Lectures pour tous : Vladimir Nabokov [la mort de Lucette]
« Bien que jamais encore Lucette n’eût plongé dans la mort d’une pareille hauteur au milieu d’un tel désordre d’ombres et de reflets serpentiformes, elle entra presque sans une éclaboussure dans la vague qui se gonfla pour l’accueillir.
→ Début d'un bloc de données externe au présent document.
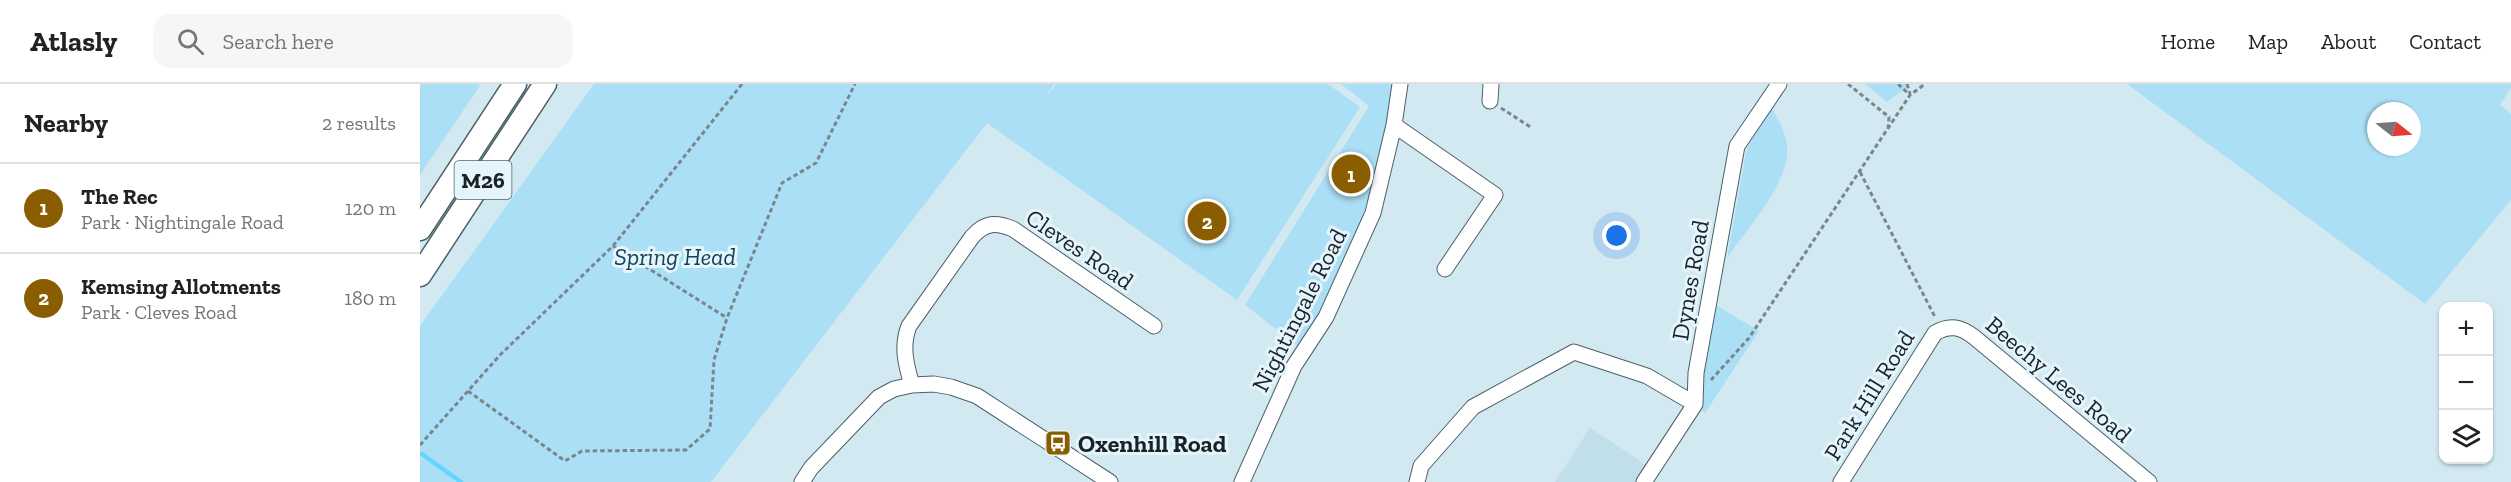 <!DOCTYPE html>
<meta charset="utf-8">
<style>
:root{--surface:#fff;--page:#f6f6f6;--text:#222;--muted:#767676;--line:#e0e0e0;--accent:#8a5d00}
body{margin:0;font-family:"Zilla Slab",serif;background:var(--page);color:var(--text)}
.controls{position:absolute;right:18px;bottom:18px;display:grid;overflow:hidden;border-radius:12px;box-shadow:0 2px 4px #0004}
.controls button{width:54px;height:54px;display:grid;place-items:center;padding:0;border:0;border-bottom:2px solid var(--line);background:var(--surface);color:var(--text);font:30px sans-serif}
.compass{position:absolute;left:1947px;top:18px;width:54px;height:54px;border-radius:50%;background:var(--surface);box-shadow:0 2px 4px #0004;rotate:107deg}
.you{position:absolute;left:1197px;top:152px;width:21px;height:21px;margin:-15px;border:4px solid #fff;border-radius:50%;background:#1a73e8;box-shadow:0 0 0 9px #1a73e833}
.badge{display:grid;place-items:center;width:39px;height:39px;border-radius:50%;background:var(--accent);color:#fff;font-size:20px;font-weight:700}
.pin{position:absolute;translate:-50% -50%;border:3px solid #fff;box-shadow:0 2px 6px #0006}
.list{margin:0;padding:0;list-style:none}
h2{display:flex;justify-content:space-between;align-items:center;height:78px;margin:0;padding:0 24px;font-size:26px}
h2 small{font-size:20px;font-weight:400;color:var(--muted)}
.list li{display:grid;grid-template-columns:39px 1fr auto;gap:18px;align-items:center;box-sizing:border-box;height:90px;padding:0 24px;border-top:2px solid var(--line)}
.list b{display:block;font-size:22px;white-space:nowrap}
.list p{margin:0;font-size:20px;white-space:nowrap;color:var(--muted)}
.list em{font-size:20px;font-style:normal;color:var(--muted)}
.icon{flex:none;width:33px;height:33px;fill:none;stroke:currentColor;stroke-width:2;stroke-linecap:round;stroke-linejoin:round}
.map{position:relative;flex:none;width:2091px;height:398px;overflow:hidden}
header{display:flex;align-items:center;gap:36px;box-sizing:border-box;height:84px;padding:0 30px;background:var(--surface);border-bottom:2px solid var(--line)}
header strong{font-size:28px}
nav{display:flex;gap:33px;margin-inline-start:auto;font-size:21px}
.search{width:420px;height:54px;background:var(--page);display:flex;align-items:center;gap:15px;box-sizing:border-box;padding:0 21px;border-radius:18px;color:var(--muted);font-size:22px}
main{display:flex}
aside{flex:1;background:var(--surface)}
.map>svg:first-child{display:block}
.built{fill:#c1deeb}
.green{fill:#abdff5;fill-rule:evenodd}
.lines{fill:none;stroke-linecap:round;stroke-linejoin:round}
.stream{stroke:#65d4ff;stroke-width:4.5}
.minor-casing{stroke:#4d5f67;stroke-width:17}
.highway-casing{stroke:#4d5f67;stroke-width:25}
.path{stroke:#78878e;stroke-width:3;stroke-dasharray:4.5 3;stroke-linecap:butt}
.minor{stroke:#fff;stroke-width:15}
.highway{stroke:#fff;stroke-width:22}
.labels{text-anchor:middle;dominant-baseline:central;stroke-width:6;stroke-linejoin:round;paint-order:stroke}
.shield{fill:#e4f5fd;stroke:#576166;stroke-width:1.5}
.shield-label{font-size:22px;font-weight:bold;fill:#1a2226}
.street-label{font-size:24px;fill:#1a2226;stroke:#e4f5fd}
.park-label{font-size:24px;font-style:italic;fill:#134456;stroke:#e4f5fd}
.poi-label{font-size:24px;font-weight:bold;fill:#1a2226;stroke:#e4f5fd;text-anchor:start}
</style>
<header>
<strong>Atlasly</strong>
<div class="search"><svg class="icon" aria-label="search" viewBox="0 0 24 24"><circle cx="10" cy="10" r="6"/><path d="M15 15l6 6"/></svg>Search here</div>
<nav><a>Home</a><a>Map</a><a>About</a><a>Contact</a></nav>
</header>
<main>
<aside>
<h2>Nearby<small>2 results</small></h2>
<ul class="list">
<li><span class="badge">1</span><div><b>The Rec</b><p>Park · Nightingale Road</p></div><em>120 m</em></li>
<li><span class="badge">2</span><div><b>Kemsing Allotments</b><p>Park · Cleves Road</p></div><em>180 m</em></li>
</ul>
</aside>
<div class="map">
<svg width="2091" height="398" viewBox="0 0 2091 398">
<rect width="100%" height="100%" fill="#d3e9f2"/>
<path class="built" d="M1170 344 1229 383 1219 398H1135Z"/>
<path class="green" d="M0 0H61L0 91Z
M174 0H634L623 17 636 0H908L940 23 817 216 567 39 291 398H0V242Z
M921 0H973C961 93 931 184 879 263L825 221 949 22Z
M1445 0H1491L1467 18Z
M1707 0H2091V4L2080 21 2091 30V116L2005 220ZM1956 27H1992V63H1956Z
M1351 23C1358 35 1365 46 1367 61 1372 96 1326 146 1307 174L1327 64Z
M1294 220 1339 247 1285 329 1279 323 1281 291Z"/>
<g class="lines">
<path class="stream" d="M2 370 41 398"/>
<defs>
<path id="minor" d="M1070 17 1071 0
M974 41 1075 111 1025 185
M492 301C486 281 481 262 489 242L552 153C565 138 576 138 593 145L734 242
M382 398 391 384 459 313 474 305 492 301 514 300 531 303 557 312 690 398
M822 398 874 282 906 233 953 129 974 41 980 0
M997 398 1001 382 1053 323 1154 268 1227 292 1275 320
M1224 398 1275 320 1276 289 1317 62 1359 0
M1421 398 1515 249C1530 240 1541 243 1554 253L1729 398"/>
<path id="highway" d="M0 145 95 0
M0 191 125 0"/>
</defs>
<use href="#minor" class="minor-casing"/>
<use href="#highway" class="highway-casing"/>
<path class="path" d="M1428 0 1469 33 1468 45
M1478 0 1490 11
M1487 0 1490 10
M1081 24 1112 44
M1440 88 1515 233
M193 162 307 234
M1291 296 1329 254 1490 11 1505 0
M48 307 145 377 162 367 266 366 290 345 294 276 307 234 362 99 396 79 435 0
M0 361 80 271 193 162 322 0"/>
<use href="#minor" class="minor"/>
<use href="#highway" class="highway"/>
</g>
<defs>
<symbol id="bus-square" viewBox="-11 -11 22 22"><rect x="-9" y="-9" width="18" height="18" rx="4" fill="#8a5d00" stroke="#e4f5fd"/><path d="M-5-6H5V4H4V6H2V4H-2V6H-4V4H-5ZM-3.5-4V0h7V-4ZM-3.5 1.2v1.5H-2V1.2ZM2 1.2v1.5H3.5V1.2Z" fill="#fff"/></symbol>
</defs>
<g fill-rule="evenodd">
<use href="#bus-square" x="623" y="344" width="30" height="30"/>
</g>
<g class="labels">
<rect class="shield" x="34.5" y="77" width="57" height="38" rx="4.5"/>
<g class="shield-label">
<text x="63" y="96">M26</text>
</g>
<g class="street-label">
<text transform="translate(660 165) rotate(34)">Cleves Road</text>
<text transform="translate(1270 196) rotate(-80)">Dynes Road</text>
<text transform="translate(879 226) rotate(-63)">Nightingale Road</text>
<text transform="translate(1639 295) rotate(40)">Beechy Lees Road</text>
<text transform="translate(1449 311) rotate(-58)">Park Hill Road</text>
</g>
<g class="park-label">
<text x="255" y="172">Spring Head</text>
</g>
<g class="poi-label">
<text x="658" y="359">Oxenhill Road</text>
</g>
</g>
</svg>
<div class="controls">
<button>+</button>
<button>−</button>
<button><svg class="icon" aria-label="layers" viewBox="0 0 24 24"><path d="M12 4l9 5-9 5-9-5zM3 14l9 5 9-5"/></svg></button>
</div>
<svg class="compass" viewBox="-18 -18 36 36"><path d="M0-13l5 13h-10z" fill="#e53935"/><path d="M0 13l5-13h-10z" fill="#767676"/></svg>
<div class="you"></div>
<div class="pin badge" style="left:931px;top:90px">1</div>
<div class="pin badge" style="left:787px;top:137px">2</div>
</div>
</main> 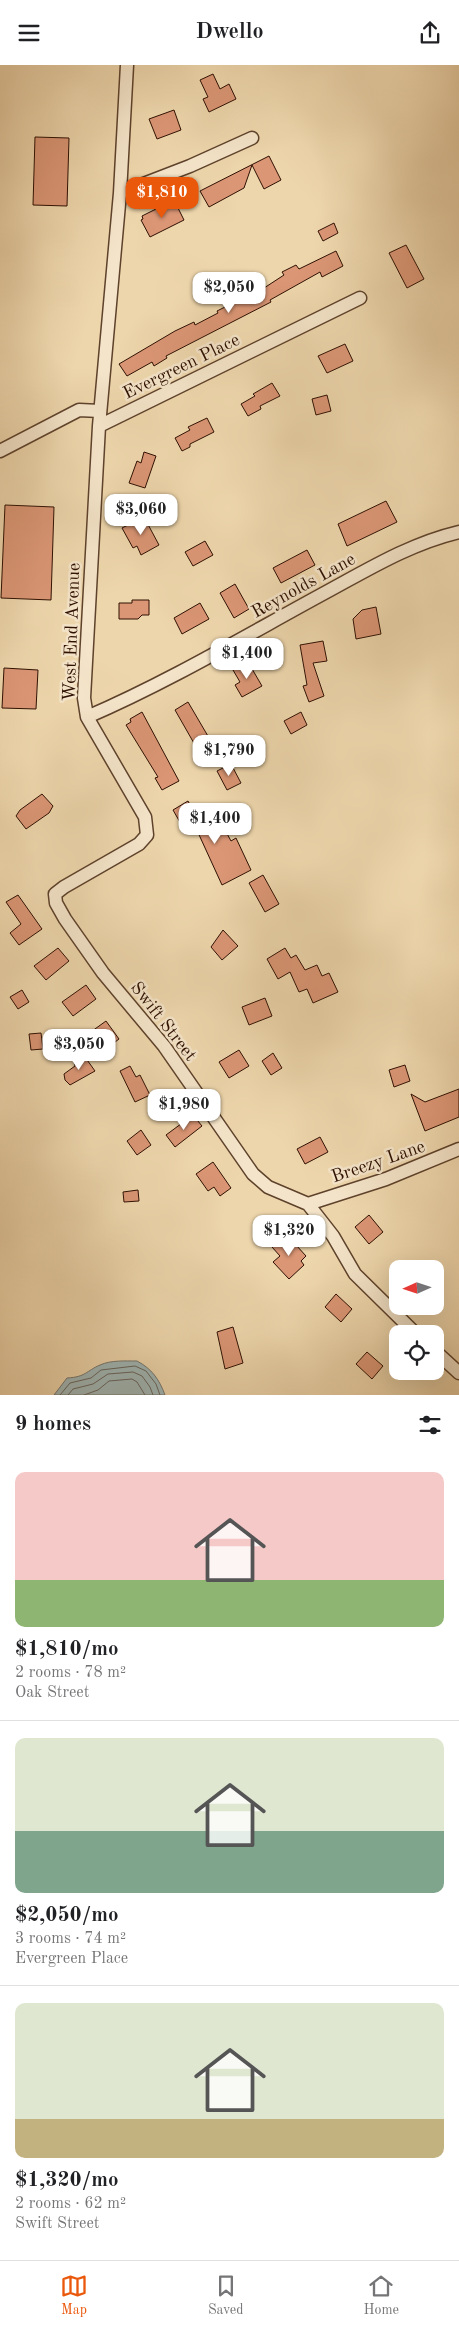 <!DOCTYPE html>
<meta charset="utf-8">
<style>
:root{--surface:#fff;--page:#f6f6f6;--text:#202124;--muted:#757577;--line:#e0e0e0;--accent:#ea580c}
body{margin:0;font-family:"Old Standard TT",serif;background:var(--page);color:var(--text);height:100vh;display:flex;flex-direction:column;font-size:19px;white-space:nowrap}
*{box-sizing:border-box;margin:0}
p{font-size:16px;color:var(--muted)}
.icon{flex:none;width:28px;height:28px;fill:none;stroke:currentColor;stroke-width:2;stroke-linecap:round;stroke-linejoin:round}
.map{position:relative;height:1330px;overflow:hidden}
.sheet{display:flex;flex-direction:column;background:var(--surface);flex:1}
.sheet>*{flex:none}
.needle{width:32px;rotate:267deg}
.controls{position:absolute;left:389px;top:1195px;display:grid;gap:10px}
.controls a{display:grid;place-items:center;width:55px;height:55px;border-radius:10px;background:var(--surface);box-shadow:0 5px 20px #0002;font-size:25px}
.price{position:absolute;translate:-50% -42px;padding:0 11px;border-radius:10px;background:#fff;color:#222;font-size:16px;line-height:32px;filter:drop-shadow(0 1px 2px #0008)}
.price::after{content:'';position:absolute;left:50%;top:30px;width:15px;height:11px;margin-left:-8px;background:inherit;clip-path:polygon(0 0,100% 0,50% 100%)}
.price.selected{background:var(--accent);color:#fff}
ul{padding:0;list-style:none}
li{display:grid;align-content:center;gap:10px;height:265px;padding:0 15px}
li+li{border-top:1px solid var(--line)}
li span{display:grid;place-items:center;height:155px;border-radius:10px;color:#555}
li>.icon{margin-inline-start:auto}
span .icon{width:90px;height:90px;fill:#fffc;stroke-width:1}
li b{font-size:21px}
h2{display:flex;justify-content:space-between;align-items:center;height:60px;padding:0 15px;font-size:21px}
header{display:flex;justify-content:space-between;align-items:center;height:65px;padding:0 15px;background:var(--surface);font-size:22px;font-weight:700}
.dock{display:flex;justify-content:space-around;align-items:center;height:70px;border-top:1px solid var(--line);background:var(--surface);font-size:14px;color:var(--muted)}
.dock a{display:grid;justify-items:center;gap:2px}
.dock .selected{color:var(--accent)}
.map>svg:first-child{display:block}
</style>
<header><svg class="icon" aria-label="menu" viewBox="0 0 24 24"><path d="M4 6h16M4 12h16M4 18h16"/></svg>Dwello<svg class="icon" aria-label="share" viewBox="0 0 24 24"><path d="M12 15V3M7 8l5-5 5 5M5 13v7h14v-7"/></svg></header>
<div class="map">
<svg width="459" height="1330" viewBox="0 0 459 1330">
<rect width="100%" height="100%" fill="#eed6ac"/>
<filter id="stains"><feTurbulence type="fractalNoise" baseFrequency=".004" numOctaves="4"/><feColorMatrix values="0 0 0 0 .2 0 0 0 0 .09 0 0 0 0 .02 0 0 0 .5 -.17"/></filter>
<radialGradient id="worn" r=".72"><stop offset=".6" stop-color="#630" stop-opacity="0"/><stop offset="1" stop-color="#630" stop-opacity=".3"/></radialGradient>
<path fill="#9fb6b6" stroke="#72746e" d="M 137,1296 C 152,1304 159,1314 165,1330 L 54,1330 L 67,1313 C 86,1312 86,1306 100,1300 C 111,1295 125,1296 137,1296 Z"/>
<g fill="none" stroke-linecap="round" stroke-linejoin="round">
<path stroke="#66635c" stroke-width="1" d="M 60,1330 L 70,1318 L 91,1313 L 101,1305 L 135,1301 L 146,1306 L 156,1319 L 160,1330
M 68,1330 L 73,1324 L 93,1319 L 108,1309 L 133,1307 L 142,1311 L 150,1322 L 153,1330
M 84,1330 L 98,1325 L 109,1316 L 132,1314 L 137,1317 L 145,1330"/>
</g>
<path fill="#db9675" stroke="#2e1002" d="M 213,9 L 220,24 L 229,19 L 236,34 L 209,47 L 203,34 L 208,32 L 200,15 Z
M 174,45 L 181,65 L 157,74 L 149,54 Z
M 35,72 L 69,73 L 67,141 L 33,140 Z
M 269,91 L 281,115 L 264,124 L 252,100 L 244,123 L 209,142 L 200,126 Z
M 174,135 L 184,155 L 150,172 L 141,155 L 143,154 L 142,151 Z
M 334,158 L 338,168 L 323,176 L 318,166 Z
M 406,180 L 424,214 L 407,223 L 389,188 Z
M 336,186 L 343,201 L 322,212 L 320,207 L 270,235 L 271,237 L 166,291 L 167,293 L 154,301 L 152,297 L 127,311 L 119,299 L 175,266 L 194,257 L 195,260 L 218,248 L 217,246 L 225,242 L 224,239 L 236,232 L 238,236 L 261,225 L 284,210 L 282,207 L 296,200 L 299,204 Z
M 345,279 L 353,296 L 327,308 L 318,291 Z
M 272,318 L 280,331 L 260,341 L 261,344 L 248,351 L 241,339 L 255,331 L 253,329 Z
M 327,330 L 331,346 L 316,350 L 312,334 Z
M 207,353 L 214,367 L 190,379 L 190,382 L 182,386 L 175,373 L 190,365 L 188,362 Z
M 144,387 L 156,391 L 145,423 L 129,418 L 137,396 L 141,398 Z
M 386,436 L 397,457 L 347,481 L 338,459 Z
M 5,440 L 54,442 L 51,535 L 1,533 Z
M 144,452 L 159,480 L 141,490 L 137,481 L 133,483 L 122,463 Z
M 205,476 L 213,490 L 193,501 L 185,487 Z
M 307,485 L 315,500 L 281,518 L 273,503 Z
M 235,519 L 249,544 L 234,553 L 220,528 Z
M 132,535 L 149,535 L 149,550 L 142,550 L 138,554 L 119,554 L 119,538 L 132,538 Z
M 200,538 L 209,554 L 182,569 L 174,553 Z
M 376,542 L 381,569 L 356,574 L 353,554 L 362,545 Z
M 323,576 L 327,596 L 313,598 L 324,631 L 309,637 L 303,621 L 307,620 L 300,580 Z
M 248,597 L 262,621 L 242,632 L 235,620 L 240,617 L 233,605 Z
M 4,603 L 38,605 L 36,644 L 2,643 Z
M 188,637 L 212,678 L 199,687 L 175,645 Z
M 142,647 L 179,716 L 162,725 L 155,713 L 158,712 L 126,660 L 131,657 L 130,654 Z
M 301,647 L 307,660 L 291,669 L 284,656 Z
M 231,699 L 241,718 L 227,725 L 217,706 Z
M 42,729 L 53,741 L 49,748 L 26,764 L 16,751 L 20,745 Z
M 188,736 L 195,749 L 203,745 L 216,770 L 225,765 L 231,776 L 236,773 L 251,805 L 222,820 L 195,761 L 185,766 L 173,745 Z
M 263,810 L 279,839 L 265,847 L 249,818 Z
M 18,830 L 42,864 L 19,880 L 10,868 L 21,859 L 6,837 Z
M 223,865 L 238,881 L 222,895 L 211,882 Z
M 58,883 L 69,896 L 46,915 L 34,901 Z
M 285,883 L 291,893 L 296,890 L 305,905 L 317,900 L 322,911 L 329,908 L 338,927 L 313,938 L 307,924 L 299,927 L 290,907 L 278,914 L 267,894 Z
M 86,920 L 96,934 L 73,951 L 62,937 Z
M 22,925 L 29,937 L 18,944 L 10,932 Z
M 265,933 L 272,951 L 249,960 L 242,942 Z
M 106,956 L 119,974 L 98,990 L 87,975 L 90,973 L 88,969 Z
M 41,968 L 43,984 L 31,985 L 29,969 Z
M 239,985 L 249,1001 L 229,1013 L 219,997 Z
M 273,988 L 282,1003 L 271,1010 L 262,996 Z
M 85,992 L 95,1006 L 70,1020 L 65,1015 L 64,1009 L 75,1001 L 74,997 Z
M 405,1000 L 410,1016 L 394,1022 L 389,1005 Z
M 130,1001 L 136,1012 L 140,1010 L 150,1030 L 135,1037 L 120,1006 Z
M 459,1024 L 459,1052 L 425,1066 L 411,1029 L 425,1037 Z
M 193,1050 L 202,1061 L 175,1082 L 166,1070 Z
M 141,1065 L 151,1080 L 137,1090 L 127,1076 Z
M 320,1072 L 328,1087 L 305,1099 L 297,1084 Z
M 213,1097 L 231,1123 L 220,1131 L 214,1122 L 208,1126 L 196,1109 Z
M 138,1125 L 139,1136 L 124,1137 L 123,1127 Z
M 369,1150 L 383,1167 L 369,1179 L 355,1162 Z
M 286,1169 L 306,1191 L 301,1196 L 304,1200 L 289,1214 L 273,1197 L 280,1191 L 272,1182 Z
M 336,1229 L 352,1244 L 341,1257 L 325,1242 Z
M 233,1262 L 243,1298 L 225,1304 L 217,1267 Z
M 367,1287 L 383,1301 L 372,1314 L 356,1299 Z"/>
<g fill="none" stroke-linecap="round" stroke-linejoin="round">
<defs>
<path id="minor" d="M 127,0 L 120,128 L 99,361 L 84,633 L 87,652 L 145,752 L 147,770 L 139,779 L 64,822 L 55,829 L 56,838 L 65,854 L 103,908 L 164,981 L 253,1109 L 268,1122 L 308,1139 L 333,1171 L 355,1209 L 416,1269
M 120,128 L 190,101 L 252,73
M 99,361 L 360,233
M 0,386 L 79,345 L 100,346
M 87,652 C 166,618 242,573 319,531 C 364,507 408,479 459,467
M 308,1139 L 386,1114 L 459,1084
M 435,1286 L 459,1308"/>
</defs>
<use href="#minor" stroke="#5e422c" stroke-width="15"/>
<use href="#minor" stroke="#f4e4c9" stroke-width="12"/>
</g>
<g text-anchor="middle" stroke-width="5" stroke-linejoin="round" paint-order="stroke">
<g font-size="18" fill="#2e1002" stroke="#f4e4c9">
<text transform="translate(181 301) rotate(-26)" y="6">Evergreen Place</text>
<text transform="translate(303 520) rotate(-29)" y="6">Reynolds Lane</text>
<text transform="translate(71 567) rotate(-88)" y="6">West End Avenue</text>
<text transform="translate(164 956) rotate(52)" y="6">Swift Street</text>
<text transform="translate(378 1096) rotate(-19)" y="6">Breezy Lane</text>
</g>
</g>
<rect width="100%" height="100%" filter="url(#stains)"/>
<rect width="100%" height="100%" fill="url(#worn)"/>
</svg>
<div class="controls">
<a><svg class="needle" viewBox="-14 -14 28 28"><path d="M0-13l5 13h-10z" fill="#e53935"/><path d="M0 13l5-13h-10z" fill="#757577"/></svg></a>
<a><svg class="icon" aria-label="locate" viewBox="0 0 24 24"><circle cx="12" cy="12" r="6"/><path d="M12 2v4M12 18v4M2 12h4M18 12h4"/></svg></a>
</div>
<b class="price selected" style="left:162px;top:154px">$1,810</b>
<b class="price" style="left:229px;top:249px">$2,050</b>
<b class="price" style="left:141px;top:471px">$3,060</b>
<b class="price" style="left:247px;top:615px">$1,400</b>
<b class="price" style="left:229px;top:712px">$1,790</b>
<b class="price" style="left:215px;top:780px">$1,400</b>
<b class="price" style="left:79px;top:1006px">$3,050</b>
<b class="price" style="left:184px;top:1066px">$1,980</b>
<b class="price" style="left:289px;top:1192px">$1,320</b>
</div>
<section class="sheet">
<h2>9 homes<svg class="icon" aria-label="filters" viewBox="0 0 24 24"><path d="M4 7h16M4 17h16"/><circle cx="9" cy="7" r="2"/><circle cx="15" cy="17" r="2"/></svg></h2>
<ul>
<li><span style="background:linear-gradient(#f6c9c9 70%,#8fb573 0)"><svg class="icon" aria-label="home" viewBox="0 0 24 24"><path d="M3 11l9-7 9 7M6 9v11h12V9"/></svg></span><div><b>$1,810/mo</b><p>2 rooms · 78 m²</p><p>Oak Street</p></div></li>
<li><span style="background:linear-gradient(#dfe7d0 60%,#7fa58c 0)"><svg class="icon" aria-label="home" viewBox="0 0 24 24"><path d="M3 11l9-7 9 7M6 9v11h12V9"/></svg></span><div><b>$2,050/mo</b><p>3 rooms · 74 m²</p><p>Evergreen Place</p></div></li>
<li><span style="background:linear-gradient(#dfe7d0 75%,#c2b280 0)"><svg class="icon" aria-label="home" viewBox="0 0 24 24"><path d="M3 11l9-7 9 7M6 9v11h12V9"/></svg></span><div><b>$1,320/mo</b><p>2 rooms · 62 m²</p><p>Swift Street</p></div></li>
</ul>
</section>
<nav class="dock">
<a class="selected"><svg class="icon" aria-label="map" viewBox="0 0 24 24"><path d="M3 6l6-2 6 2 6-2v14l-6 2-6-2-6 2zM9 4v14M15 6v14"/></svg>Map</a>
<a><svg class="icon" aria-label="saved" viewBox="0 0 24 24"><path d="M7 4h10v16l-5-4-5 4z"/></svg>Saved</a>
<a><svg class="icon" aria-label="home" viewBox="0 0 24 24"><path d="M3 11l9-7 9 7M6 9v11h12V9"/></svg>Home</a>
</nav>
Cette fin parfaite fut gâtée par le geste instinctif qui la ramena immédiatement à la surface, alors qu’elle avait résolu, au cours de sa dernière nuit à terre, de s’abandonner dans le sein de l’onde à la torpeur du narcotique, si jamais il fallait en venir à cette extrémité. La petite étourdie ne s’était pas exercée à la technique du suicide comme le fait quotidiennement, par exemple, le parachutiste en chute libre d’un chapitre à venir. La houle tumultueuse et l’indétermination de Lucette qui ne savait de quel côté tourner ses regards au milieu des ténèbres, des poudroiements d’écume, des tentacules de sa propre chevelure, firent qu’elle ne put distinguer les lumières du paquebot – qu’on imaginera comme une masse de ténèbres au mille yeux qui s’éloigne puissamment dans un triomphe impitoyable. [...]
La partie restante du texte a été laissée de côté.